Our investment system is also able to manage cash in a portfolio in multiple, advanced ways.  For clients in retirement we are able to set aside a certain amount of cash at all times, ready for withdrawal.  Or for a single large purchase we can easily raise and set aside a fixed amount of cash.  Or for younger clients looking to grow investments we are able to make sure unnecessary amounts of cash aren't sitting on the sideline without being invested.  All these help clients work toward their specific goals and keep the various forms of drag from impacting client performance: tax drag, cash drag, performance drag, balance drag, etc.

Periodic Review

Chevron Financial uses a structured contact model with an open door policy.  We would love to hear from you and help you with a question or concern at any time of the year.  We especially love helping with financial problems, like getting the best lease deal on your business vehicle lease or setting a budget for a home purchase.  Please reach out to us if you ever have a need we might be able to help with.  If we don't know the answer we will research it or ask someone who should.  If we can't come up with an answer we will tell you.  But we give you our word we'll take our best shot at everything you ask of us.
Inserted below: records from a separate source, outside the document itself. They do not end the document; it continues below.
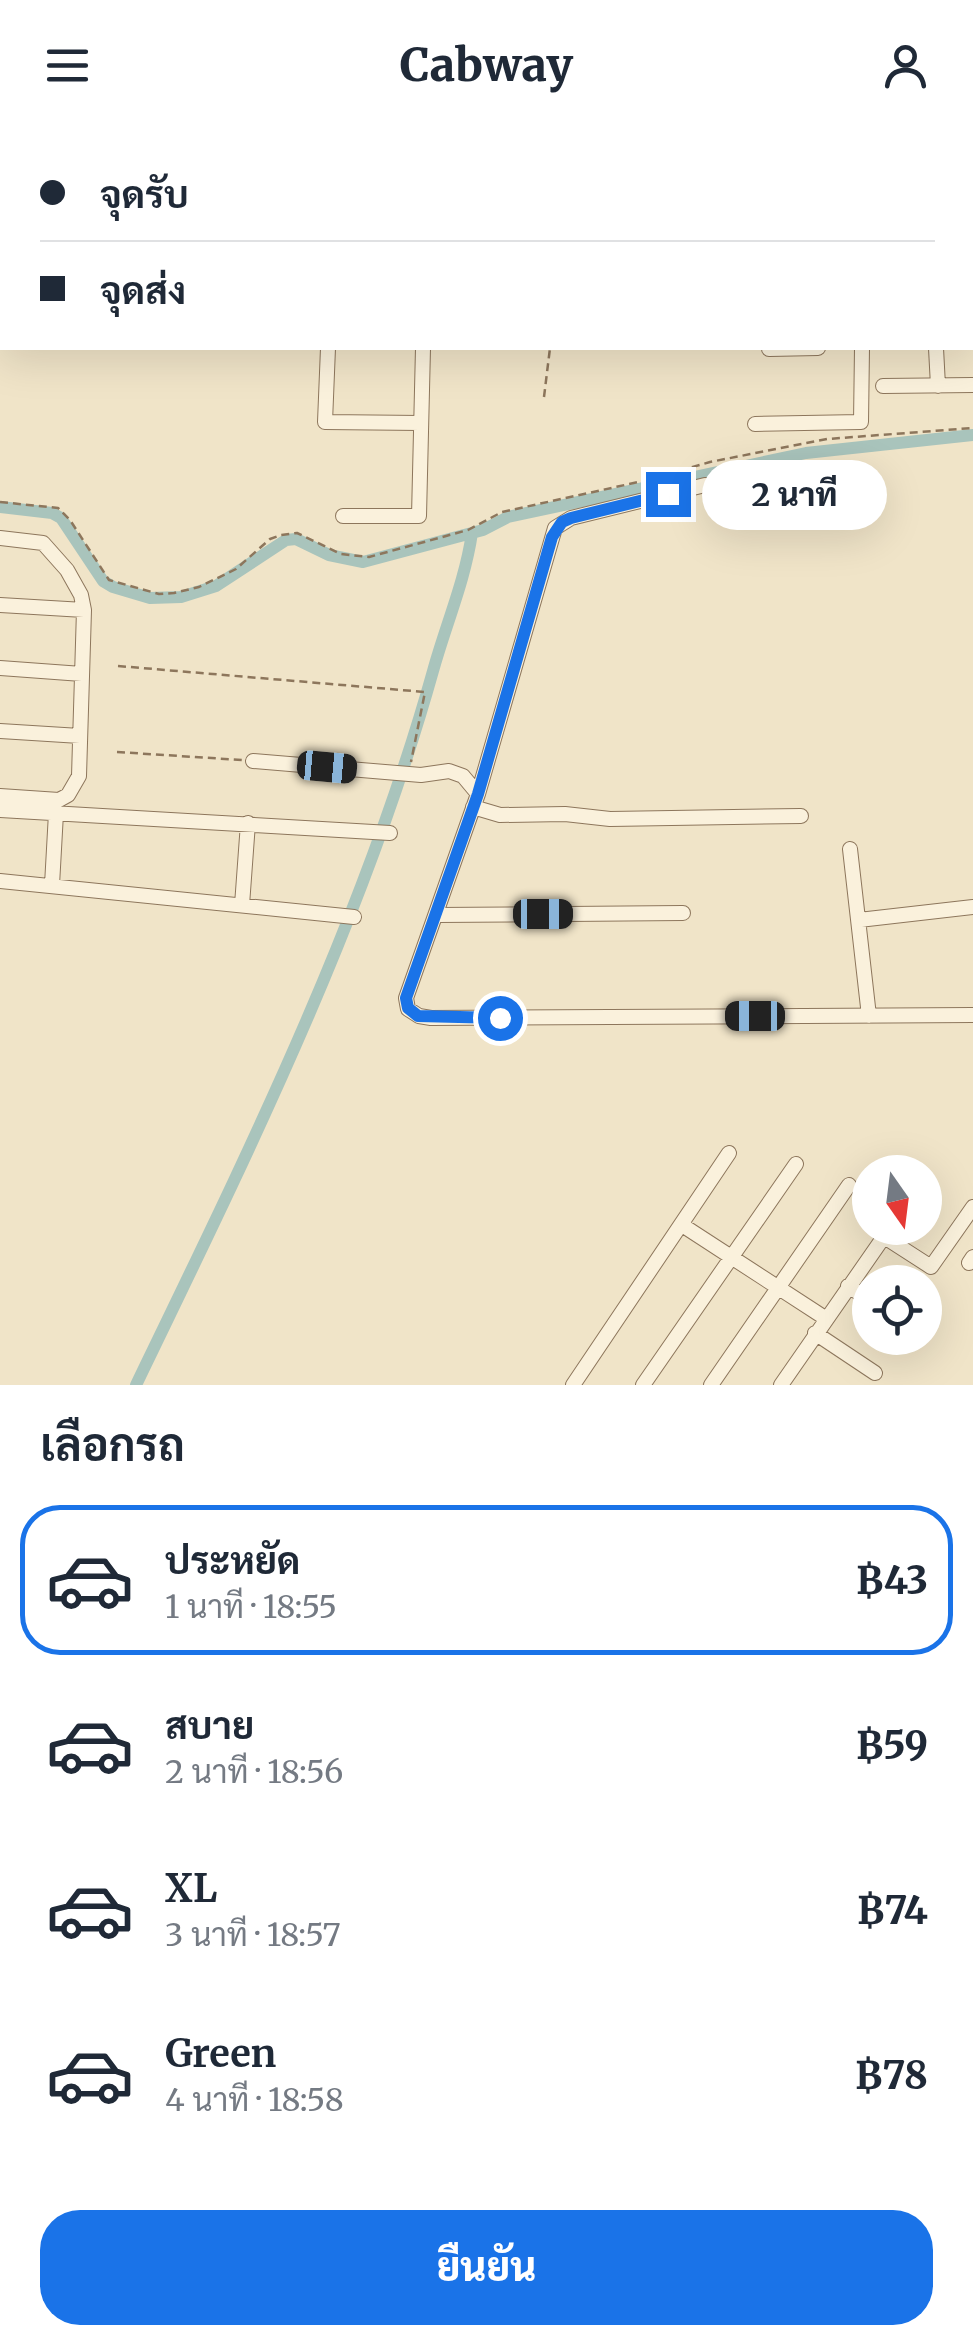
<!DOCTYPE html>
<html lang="th">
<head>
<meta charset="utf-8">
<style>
  body { margin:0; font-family:Merriweather,Sarabun,serif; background:#f6f6f7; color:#1f2937; height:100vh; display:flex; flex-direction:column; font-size:38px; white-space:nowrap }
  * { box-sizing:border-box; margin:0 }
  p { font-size:32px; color:#747a83 }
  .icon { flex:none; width:55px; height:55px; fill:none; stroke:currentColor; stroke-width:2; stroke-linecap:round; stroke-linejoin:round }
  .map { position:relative; height:1255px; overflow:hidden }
  .panel { display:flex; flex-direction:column; background:#fff; flex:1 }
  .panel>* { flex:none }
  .guide { position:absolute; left:0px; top:0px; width:975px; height:220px; box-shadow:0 10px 40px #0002; display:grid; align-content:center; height:220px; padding:0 40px; background:#fff }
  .needle { width:65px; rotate:166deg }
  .buttons { position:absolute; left:852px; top:1025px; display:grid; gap:20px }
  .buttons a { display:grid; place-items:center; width:90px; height:90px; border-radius:50%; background:#fff; box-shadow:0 10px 40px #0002; font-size:50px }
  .end { position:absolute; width:45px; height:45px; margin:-22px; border:12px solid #1a73e8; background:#fff; box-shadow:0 0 0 5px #fff }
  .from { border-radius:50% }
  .bubble { position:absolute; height:70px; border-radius:35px; background:#fff; box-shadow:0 10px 40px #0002; font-size:32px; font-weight:800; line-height:70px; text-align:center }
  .car { position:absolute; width:30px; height:60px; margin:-30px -15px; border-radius:12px; box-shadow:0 0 8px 2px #0007; background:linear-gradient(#222 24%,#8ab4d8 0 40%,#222 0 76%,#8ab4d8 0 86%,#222 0) }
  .guide b { display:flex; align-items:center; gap:35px; height:95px; font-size:38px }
  .guide b+b { border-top:2px solid #e0e1e3 }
  .guide i { width:25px; height:25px; background:#1f2937 }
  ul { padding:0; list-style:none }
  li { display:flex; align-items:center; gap:30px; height:150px; margin:0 20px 15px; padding:0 20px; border:5px solid transparent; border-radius:40px }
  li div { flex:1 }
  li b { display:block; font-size:38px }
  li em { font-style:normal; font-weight:800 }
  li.selected { border-color:#1a73e8 }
  li>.icon { width:90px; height:90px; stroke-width:1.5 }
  h2 { padding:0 40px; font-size:45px; line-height:120px }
  .primary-button { display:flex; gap:20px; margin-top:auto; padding:20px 40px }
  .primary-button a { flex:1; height:115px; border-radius:40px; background:#1a73e8; color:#fff; font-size:40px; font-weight:800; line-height:115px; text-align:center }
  header { display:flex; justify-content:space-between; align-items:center; height:130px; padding:0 40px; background:#fff; font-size:45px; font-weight:800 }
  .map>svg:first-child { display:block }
</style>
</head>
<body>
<header><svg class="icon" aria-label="menu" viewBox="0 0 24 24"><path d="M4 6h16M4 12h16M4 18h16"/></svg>Cabway<svg class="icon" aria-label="person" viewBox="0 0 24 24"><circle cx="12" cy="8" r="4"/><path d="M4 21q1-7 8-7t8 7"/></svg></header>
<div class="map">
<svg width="973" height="1255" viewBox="0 0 973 1255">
  <rect width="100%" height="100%" fill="#f0e4c8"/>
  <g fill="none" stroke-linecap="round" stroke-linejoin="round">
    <path stroke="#a9c4bc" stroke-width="12" d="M0,377L52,383L61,388L103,451L113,457L150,468L181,467L216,456L286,410L296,409L329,425L363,432L483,400L508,387L806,323L973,305
      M136,1255C248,1023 363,791 433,541C446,494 465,451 472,403"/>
    <defs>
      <path id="minor" d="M934,0V2
        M337,2L338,0
        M432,2V0
        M665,2V0
        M863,2V0
        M972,17H973
        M972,75H973
        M972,135H973
        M972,192H973
        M328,218L325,292L420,293
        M936,218L938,256
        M769,219L818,218
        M883,256L973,255
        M755,294L861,292L862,218
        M705,355L571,388L555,398L478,664L406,868L408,879L419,886L431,888L973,885
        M343,386H419L423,218
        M0,408L43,413L67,440L81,465L84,480L79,646L68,665L59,670L0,666
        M0,475L84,480
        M0,538L82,544
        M0,601L80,606
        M253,631L421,645L449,641L463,646L478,664
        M473,677L500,685L565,684L610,689L801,686
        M0,680L390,703
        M850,719L869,886
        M0,751L354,787
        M52,755L56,683
        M242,775L248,693
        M438,785L683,783
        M859,790L973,777
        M682,1095L825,1188
        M883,1106L931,1137L973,1077
        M969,1133L973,1127
        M848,1156L870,1170
        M815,1203L875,1243
        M573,1255L729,1023
        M643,1255L796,1034
        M711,1255L849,1055
        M781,1255L890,1098"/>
    </defs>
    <use href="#minor" stroke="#8d765c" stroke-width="16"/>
    <path stroke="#8d765c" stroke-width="2.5" stroke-dasharray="8 5" stroke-linecap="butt" d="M527,2V0
      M544,267L550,218
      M0,372L58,378L70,390L109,450L159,464L174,463L199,457L236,439L270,409L281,405L297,403L341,424L369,427L468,400L502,382L643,351L710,332L827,309L973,298
      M118,536L425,562L411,632
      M117,622L242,630"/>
    <use href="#minor" stroke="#faf1dc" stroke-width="14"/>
  </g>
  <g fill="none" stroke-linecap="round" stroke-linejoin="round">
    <path stroke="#1a73e8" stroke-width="12" d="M500,888L418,886L408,878L406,868L478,664L552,407L562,392L571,388L668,364"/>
  </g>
</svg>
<div class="buttons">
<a><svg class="needle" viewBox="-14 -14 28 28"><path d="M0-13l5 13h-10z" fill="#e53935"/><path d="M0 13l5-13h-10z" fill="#747a83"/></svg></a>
<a><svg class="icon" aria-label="locate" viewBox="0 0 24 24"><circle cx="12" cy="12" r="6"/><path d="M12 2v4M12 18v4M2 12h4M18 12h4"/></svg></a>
</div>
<i class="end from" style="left:500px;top:888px"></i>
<i class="end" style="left:668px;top:364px"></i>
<div class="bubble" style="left:702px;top:330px;width:185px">2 นาที</div>
<i class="car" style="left:327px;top:637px;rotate:95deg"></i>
<i class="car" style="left:543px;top:784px;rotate:90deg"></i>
<i class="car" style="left:755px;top:886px;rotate:270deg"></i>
<div class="guide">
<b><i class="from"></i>จุดรับ</b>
<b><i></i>จุดส่ง</b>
</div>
</div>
<section class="panel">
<h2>เลือกรถ</h2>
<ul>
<li class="selected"><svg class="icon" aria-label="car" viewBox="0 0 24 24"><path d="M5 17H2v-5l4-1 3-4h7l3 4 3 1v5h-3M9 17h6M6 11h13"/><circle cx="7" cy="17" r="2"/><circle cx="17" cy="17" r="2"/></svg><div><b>ประหยัด</b><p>1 นาที · 18:55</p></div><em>฿43</em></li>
<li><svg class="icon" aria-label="car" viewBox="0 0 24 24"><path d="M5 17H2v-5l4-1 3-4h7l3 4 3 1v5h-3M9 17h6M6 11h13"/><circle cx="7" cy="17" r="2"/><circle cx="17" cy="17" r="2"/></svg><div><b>สบาย</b><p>2 นาที · 18:56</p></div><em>฿59</em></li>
<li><svg class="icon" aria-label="car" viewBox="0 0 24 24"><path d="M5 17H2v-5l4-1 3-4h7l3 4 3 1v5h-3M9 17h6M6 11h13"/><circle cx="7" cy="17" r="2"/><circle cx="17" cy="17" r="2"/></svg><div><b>XL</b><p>3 นาที · 18:57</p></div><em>฿74</em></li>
<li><svg class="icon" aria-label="car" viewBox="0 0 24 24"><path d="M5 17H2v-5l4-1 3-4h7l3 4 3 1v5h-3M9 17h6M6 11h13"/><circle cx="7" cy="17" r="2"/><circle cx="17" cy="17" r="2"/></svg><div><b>Green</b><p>4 นาที · 18:58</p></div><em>฿78</em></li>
</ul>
<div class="primary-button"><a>ยืนยัน</a></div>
</section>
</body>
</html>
Outside of our open door policy we will attempt to initiate contact throughout the year in the following manner:

  • Quarterly automated email check-ins on your confidence in the market and your financial future
  • Annual discussion check-in to discuss how things are going and any concerns you may have
  • Annual detailed planning and review (offset 6 months) to update the financial plan and investment targets

We reach out to clients at least 6 times per year but love to hear from clients with help at any time.  Our goal is to build a long-term relationship working with our clients to achieve their financial goals, even with the things we help with are not tied to our core business or compensation.